Lindsay Posner weaves the paths of his four performers expertly and leaves the audience genuinely unsure at times whether they are supposed to sympathise with the characters or hate them. Of course the ability to walk such a fine line requires high quality performances. Alexander Hanson’s Michel, neck deep into an affair with his best-friend’s wife is at once a complete bastard and incredibly endearing, it’s a superb performance with Hanson’s brash denials and pig-headed stubbornness all too familiar to the guffawing audience!

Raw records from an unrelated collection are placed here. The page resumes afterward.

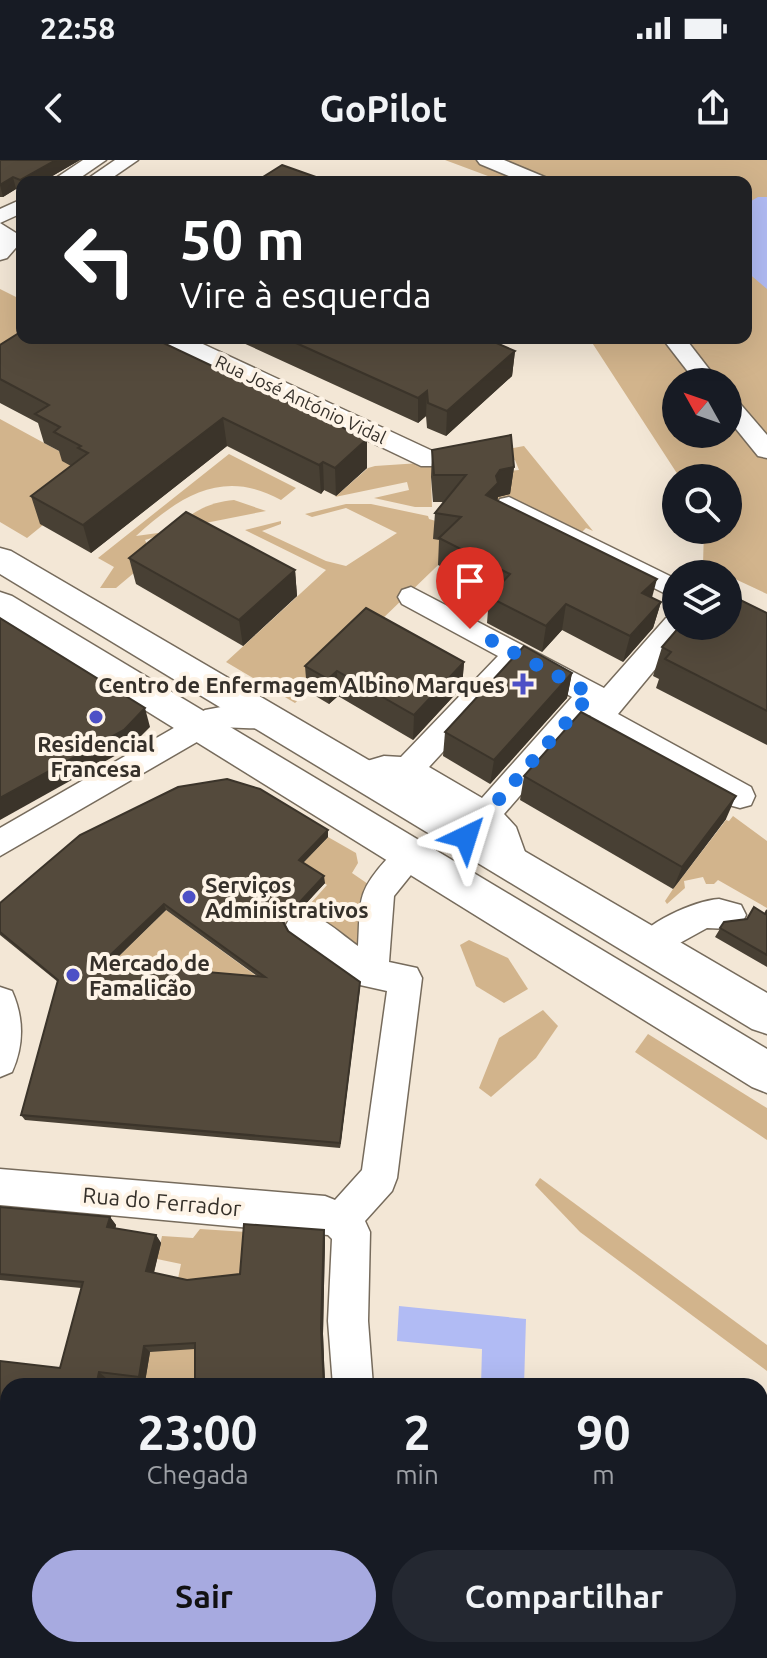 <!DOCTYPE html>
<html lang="pt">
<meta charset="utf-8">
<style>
body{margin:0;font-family:Ubuntu,sans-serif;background:#242831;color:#f1f3f6;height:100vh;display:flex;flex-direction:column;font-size:30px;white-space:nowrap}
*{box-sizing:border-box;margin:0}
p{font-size:26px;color:#9ea1a6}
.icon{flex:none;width:44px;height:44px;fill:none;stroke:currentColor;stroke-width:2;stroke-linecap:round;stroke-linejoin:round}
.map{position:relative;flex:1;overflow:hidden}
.sheet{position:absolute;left:0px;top:1218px;width:768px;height:280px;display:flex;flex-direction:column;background:#171b24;border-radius:24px 24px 0 0;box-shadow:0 8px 32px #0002}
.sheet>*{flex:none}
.banner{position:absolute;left:16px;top:16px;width:736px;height:168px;border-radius:16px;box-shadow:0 8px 32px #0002;background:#202124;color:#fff;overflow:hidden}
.needle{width:52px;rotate:310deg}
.buttons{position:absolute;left:662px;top:208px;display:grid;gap:16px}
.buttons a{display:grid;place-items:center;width:80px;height:80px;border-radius:50%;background:#171b24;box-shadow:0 8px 32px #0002;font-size:40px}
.pin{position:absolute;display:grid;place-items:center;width:68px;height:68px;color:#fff;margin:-82px -34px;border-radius:50% 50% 50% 0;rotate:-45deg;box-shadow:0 0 8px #0007}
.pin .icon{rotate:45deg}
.me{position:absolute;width:88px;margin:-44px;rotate:41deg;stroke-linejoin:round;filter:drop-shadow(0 0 6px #0008)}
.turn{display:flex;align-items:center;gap:28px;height:168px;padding:0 32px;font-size:36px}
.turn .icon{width:104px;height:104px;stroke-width:2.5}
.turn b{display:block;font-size:56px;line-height:68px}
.eta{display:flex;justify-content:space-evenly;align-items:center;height:136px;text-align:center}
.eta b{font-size:48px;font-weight:700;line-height:56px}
.button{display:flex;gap:16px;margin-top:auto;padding:16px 32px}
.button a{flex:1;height:92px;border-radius:48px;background:#a7aae0;color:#111;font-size:32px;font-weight:700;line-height:92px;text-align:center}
.button a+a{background:#242831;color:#f1f3f6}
.status{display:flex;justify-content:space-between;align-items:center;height:56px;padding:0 40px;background:#171b24;direction:ltr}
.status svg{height:22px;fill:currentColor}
header{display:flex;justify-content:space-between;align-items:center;height:104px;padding:0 32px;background:#171b24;font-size:36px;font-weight:700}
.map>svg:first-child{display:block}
.green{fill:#d2b48c;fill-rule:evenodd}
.water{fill:#b1bbf4}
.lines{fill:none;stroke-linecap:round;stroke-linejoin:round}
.minor-casing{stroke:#766b5c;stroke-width:3}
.major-casing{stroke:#766b5c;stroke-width:3}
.minor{fill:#fff;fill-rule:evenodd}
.major{fill:#fff;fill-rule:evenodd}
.wall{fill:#484034;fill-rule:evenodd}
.shaded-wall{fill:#3b342a}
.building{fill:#544a3c;stroke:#3b342a;stroke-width:2;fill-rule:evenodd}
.route{stroke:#1a73e8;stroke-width:14;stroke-dasharray:0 25.2}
.poi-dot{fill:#4d50c6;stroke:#fef4e7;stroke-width:3}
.labels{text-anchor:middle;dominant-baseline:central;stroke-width:8;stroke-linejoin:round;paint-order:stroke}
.far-street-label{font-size:18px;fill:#35302a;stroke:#fef4e7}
.poi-label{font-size:22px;font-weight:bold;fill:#35302a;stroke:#fef4e7;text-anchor:start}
.street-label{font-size:22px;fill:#35302a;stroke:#fef4e7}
</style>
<div class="status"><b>22:58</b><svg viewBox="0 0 49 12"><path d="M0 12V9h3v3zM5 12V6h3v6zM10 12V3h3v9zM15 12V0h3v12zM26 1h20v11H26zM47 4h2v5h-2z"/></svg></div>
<header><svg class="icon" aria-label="back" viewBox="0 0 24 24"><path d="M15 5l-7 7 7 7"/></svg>GoPilot<svg class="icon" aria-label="share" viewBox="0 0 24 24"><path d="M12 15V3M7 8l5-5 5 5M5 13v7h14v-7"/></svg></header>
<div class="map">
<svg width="767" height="1498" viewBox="0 0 767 1498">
<rect width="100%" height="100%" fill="#f3e7d6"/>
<g class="green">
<path d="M445 0H767V434L703 404 704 370H728V318H680L589 178H746V22H504ZM676 222H728V274H676Z"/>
<path d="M0 129 22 140V178L0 208Z"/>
<path d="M0 259 68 296 75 308 41 363 43 365 27 378 0 362Z"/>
<path d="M524 286 593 371 586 368 582 372 510 337 506 340 483 341 509 311 519 310 515 300 431 317 432 347H415L374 338 409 330 407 322 335 337 368 308 375 306 435 302Z"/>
<path d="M229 294 296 328 281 340C223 308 180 336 136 376L158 373V376L145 380 149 389 172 381 116 428H100L114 407 98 398Z"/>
<path d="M234 340 266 351 175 369C192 351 210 342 234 340Z"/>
<path d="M346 344H371L428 356 429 359 446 364 460 384 295 543 226 502 326 410 245 370 281 361V364L262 371 326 401 346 406 397 373 346 348 312 357 305 354Z"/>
<path d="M733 656 767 681V748L718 720 714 724H706L703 717 684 721 685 728 667 744 665 741 673 729 726 660 729 661Z"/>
<path d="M328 677 356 693 358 703 352 713 368 724 361 794 302 753 327 725 300 706Z"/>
<path d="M166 750 266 823 112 810 114 801Z"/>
<path d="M469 780 508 798 528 829 504 843 476 826 460 785Z"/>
<path d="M543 850 558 866 536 898 491 937 479 928 499 878Z"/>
<path d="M648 874 767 948V980L635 892Z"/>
<path d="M540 1018 767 1185V1211L580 1072 535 1025Z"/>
<path d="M200 1069 247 1072 243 1122 198 1226H136L137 1221H145L158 1138H174L181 1104 157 1099 162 1076 193 1078Z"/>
<path d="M0 1302 8 1303V1385H0Z"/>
</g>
<g class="water">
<path d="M758 37H767V129L746 111V44Z"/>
<path d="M399 1146 526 1159 524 1226H481L482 1189 397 1181Z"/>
</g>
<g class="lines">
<g class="minor-casing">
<g id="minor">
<path d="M83 0H106L74 22H50Z"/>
<path d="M115 0H138L106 22H83Z"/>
<path d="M477 0H504L547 18 550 22H523L480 4Z"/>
<path d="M22 39V53L0 63 16 73 20 83 7 98 0 100V49Z"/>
<path d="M161 178H190L439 294 442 300 439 306H421L164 183Z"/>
<path d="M662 178H685L719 222H696Z"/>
<path d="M728 237 736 239 767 275V298L758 296 728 259Z"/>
<path d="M509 337 676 419V439L500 351 496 345 500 339Z"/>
<path d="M411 427 604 528 666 458 676 455V466H689L686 472 618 554 751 627 755 636 751 645 740 648 729 645 596 569 590 555 504 654 516 667 530 706 525 715 514 719 503 715 491 682 485 676 470 685 459 681 455 672 464 658 411 626 395 635 384 631 381 620 360 626 350 622 345 614 350 606 384 596 401 597 498 496 402 444 398 437 402 430ZM520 508 572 537 482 638 429 607Z"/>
<path d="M237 544 275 550 279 558 275 566C258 571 239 566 221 568L0 696V668L205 550Z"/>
<path d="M411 682 422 686 427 695 394 736 389 802 417 808 422 818 397 1018 392 1031 365 1061 370 1072 368 1161 373 1226H333L328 1161 332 1079 328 1075 0 1045V1009L325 1036 335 1040 362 1010 387 831 360 825 291 775 286 765 291 755C315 747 339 773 358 786 361 743 355 734 386 700 395 692 400 686 411 682Z"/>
<path d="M719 739 741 745 746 755 741 765 730 769 707 768 649 800 637 796 633 786C643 763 694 741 719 739Z"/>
<path d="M0 827 12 831C24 858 24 885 12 912L0 917Z"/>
<path d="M385 1490H429L432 1498H388Z"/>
</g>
</g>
<g class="major-casing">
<g id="major">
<path d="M0 388 11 391 767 833V874L752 869 0 414Z"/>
<path d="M0 432 12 436 767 889V933L752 927 0 460Z"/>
</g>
</g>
<use href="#minor" class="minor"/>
<use href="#major" class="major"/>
</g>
<g class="wall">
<path d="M0 0H80L42 22H22V32L16 29 3 37H0Z"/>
<path d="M22 171 367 308 336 336 324 330 321 334 227 286 91 393 40 364 31 336 71 306 62 301 59 291 44 283 38 263 0 243V185Z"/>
<path d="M240 178H485L515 191 512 216 446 276 427 268 426 256 418 263 241 182Z"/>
<path d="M432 290 514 307 510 334 498 337 497 340 652 438 661 442 653 468 623 502 562 470 542 492 487 463 489 437 493 433 438 405 439 380 433 379 435 353 443 342H433L431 317Z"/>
<path d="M129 398 295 410 297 436 243 486 136 424Z"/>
<path d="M767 453V585L656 528 659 519 653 516 662 487Z"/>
<path d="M464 502 462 527 413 580 338 536 329 544 307 531 305 506Z"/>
<path d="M572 513 567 538 490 624 443 596 445 572Z"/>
<path d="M524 616 726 659 673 729 520 640Z"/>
<path d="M328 677 303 703 325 723 299 751 288 754 284 764 288 771 360 822 340 988 25 960 21 955 58 822 0 775V743ZM166 750 257 816 111 804Z"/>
<path d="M767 750V807L715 777 724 762 747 759 765 754Z"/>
<path d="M0 1047 110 1057 116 1065 115 1069 156 1075 161 1083 154 1113 187 1120 240 1114 325 1078 323 1174 325 1226H195V1189L150 1192 145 1222 106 1218 8 1226V1303L0 1302V1201L60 1208 81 1128 0 1120Z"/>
</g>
<g class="shaded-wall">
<path d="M56 0H80L42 22H22V26L20 20Z"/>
<path d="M13 17 16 29 3 37 0 25Z"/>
<path d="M515 191 512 216 446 276 447 251Z"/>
<path d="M427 231 426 256 418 263V238Z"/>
<path d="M223 258 227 286 91 393 83 365Z"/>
<path d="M367 279V308L336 336 335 308Z"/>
<path d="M323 302 324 330 321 334 319 305Z"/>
<path d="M514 307 510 334 498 337 496 350 486 335 500 310Z"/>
<path d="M295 410 297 436 243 486 239 460Z"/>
<path d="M657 419 650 445 642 433Z"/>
<path d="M661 442 653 468 623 502 630 476Z"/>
<path d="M566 444 562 470 542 492 546 466Z"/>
<path d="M464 502 462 527 413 580 414 555Z"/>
<path d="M337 511 338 536 329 544 328 519Z"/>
<path d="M572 513 567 538 490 624 494 600Z"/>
<path d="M145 548 150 567 129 588 0 660V638Z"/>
<path d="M736 636 726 659 673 729 682 707Z"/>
<path d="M328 670V677L300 706 299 700Z"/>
<path d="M324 716 325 723 299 751 288 754 283 766 282 760 287 747Z"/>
<path d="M164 744 166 750 105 809 102 803Z"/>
<path d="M360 822V828L340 988V983Z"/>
<path d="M110 1057 116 1065 114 1076 107 1067Z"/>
<path d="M324 1070 325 1078 323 1174 325 1226H324L321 1168Z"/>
<path d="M156 1075 161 1083 152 1119 146 1111Z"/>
<path d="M144 1186 150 1192 145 1222 139 1217Z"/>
<path d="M99 1212 106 1218 104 1226H96Z"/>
</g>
<g class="building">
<path d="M0 0H56L20 20 13 17 0 25Z"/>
<path d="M282 5 330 22H255Z"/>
<path d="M22 171V178H153L367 279 335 308 323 302 319 305 223 258 83 365 31 336 88 293 78 288 81 286 54 272 60 267 35 254 49 245 0 219V185Z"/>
<path d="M285 178H485L515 191 447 251 428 243 427 231 418 238Z"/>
<path d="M511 275 514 307 500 310 496 316 498 323 486 335 657 419 642 433 661 442 630 476 566 444 546 466 489 437 510 414 439 378 461 357 435 353 466 315H434L432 290Z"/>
<path d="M186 352 295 410 239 460 129 398Z"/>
<path d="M728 434 767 453V551L665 499 671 492 662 487 680 466H728Z"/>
<path d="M366 448 464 502 414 555 337 511 328 519 305 506Z"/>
<path d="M0 458 145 548 124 570 0 638Z"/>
<path d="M524 486 572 513 494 600 445 572Z"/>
<path d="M581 552 736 636 682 707 524 616Z"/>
<path d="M227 619 260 629 328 670 299 700 324 716 298 744 287 747 282 760 288 771 360 822 340 983 21 955 58 820 0 772V743L80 675 178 627ZM164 744 265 817 102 803Z"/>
<path d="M754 747 765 754 767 750V795L720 768 724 762 747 759Z"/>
<path d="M0 1047 110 1057 107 1067 156 1075 146 1111 187 1120 240 1114 244 1064 324 1070 321 1168 324 1226H195V1183L144 1186 139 1217 99 1212 96 1226H8V1300H0V1201L60 1208 83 1122 0 1114Z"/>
<path d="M0 1384 8 1385V1490H371L373 1498H0Z"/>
</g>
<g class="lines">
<path class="route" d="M466 677 591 534 470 469"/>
</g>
<g class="poi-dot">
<path d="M519 512h8v8h8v8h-8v8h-8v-8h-8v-8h8z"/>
<circle cx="96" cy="557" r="8"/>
<circle cx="189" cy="737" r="8"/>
<circle cx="73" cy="815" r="8"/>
</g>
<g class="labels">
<g class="far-street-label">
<text transform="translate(301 239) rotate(25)">Rua José António Vidal</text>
</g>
<g class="poi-label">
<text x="505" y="524" text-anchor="end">Centro de Enfermagem Albino Marques</text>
<text x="96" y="583" text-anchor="middle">Residencial<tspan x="96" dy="25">Francesa</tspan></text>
<text x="205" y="724">Serviços<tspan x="205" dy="25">Administrativos</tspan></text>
<text x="89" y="802">Mercado de<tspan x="89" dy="25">Famalicão</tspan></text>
</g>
<g class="street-label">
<text transform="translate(162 1041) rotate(5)">Rua do Ferrador</text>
</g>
</g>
</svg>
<div class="buttons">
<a><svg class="needle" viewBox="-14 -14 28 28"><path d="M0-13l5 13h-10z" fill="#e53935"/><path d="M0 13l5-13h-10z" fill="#9ea1a6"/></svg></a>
<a><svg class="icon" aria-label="search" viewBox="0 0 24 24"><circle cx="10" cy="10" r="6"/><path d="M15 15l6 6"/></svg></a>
<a><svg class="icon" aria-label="layers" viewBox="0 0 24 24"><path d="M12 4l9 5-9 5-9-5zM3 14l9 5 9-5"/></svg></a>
</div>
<div class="pin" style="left:470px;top:469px;background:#d93025"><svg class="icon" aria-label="arrive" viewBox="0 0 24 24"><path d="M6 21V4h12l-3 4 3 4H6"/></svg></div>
<svg class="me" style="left:466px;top:677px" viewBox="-20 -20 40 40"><path d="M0-17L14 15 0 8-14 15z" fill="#1a73e8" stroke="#fff" stroke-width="4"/></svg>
<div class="banner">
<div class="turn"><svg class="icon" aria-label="left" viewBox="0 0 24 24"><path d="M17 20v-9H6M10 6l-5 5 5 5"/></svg><div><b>50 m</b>Vire à esquerda</div></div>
</div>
<section class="sheet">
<div class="eta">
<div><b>23:00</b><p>Chegada</p></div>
<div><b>2</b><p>min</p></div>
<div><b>90</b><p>m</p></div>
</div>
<div class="button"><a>Sair</a><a>Compartilhar</a></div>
</section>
</div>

The laughs hide intense pain here though and as we laugh at the words being spoken there’s often despair writ large across the faces of the performers. It’s most noticeable at the close of the piece as Tanya Franks’ Laurence silently anguishes in an exquisite piece of acting! Frances O’Connor’s Alice, at once sexy and innocent in her need to get the truth out in the open balances with Franks’ stoic performance perfectly while Robert Portal’s Paul could have stepped out of a Pinter play with his direct and strangely emotionless reception to the emotional chaos around him.
It’s difficult to do this production justice in words, it really is a performance that needs to be seen and absorbed so do yourself a favour and go grab a ticket!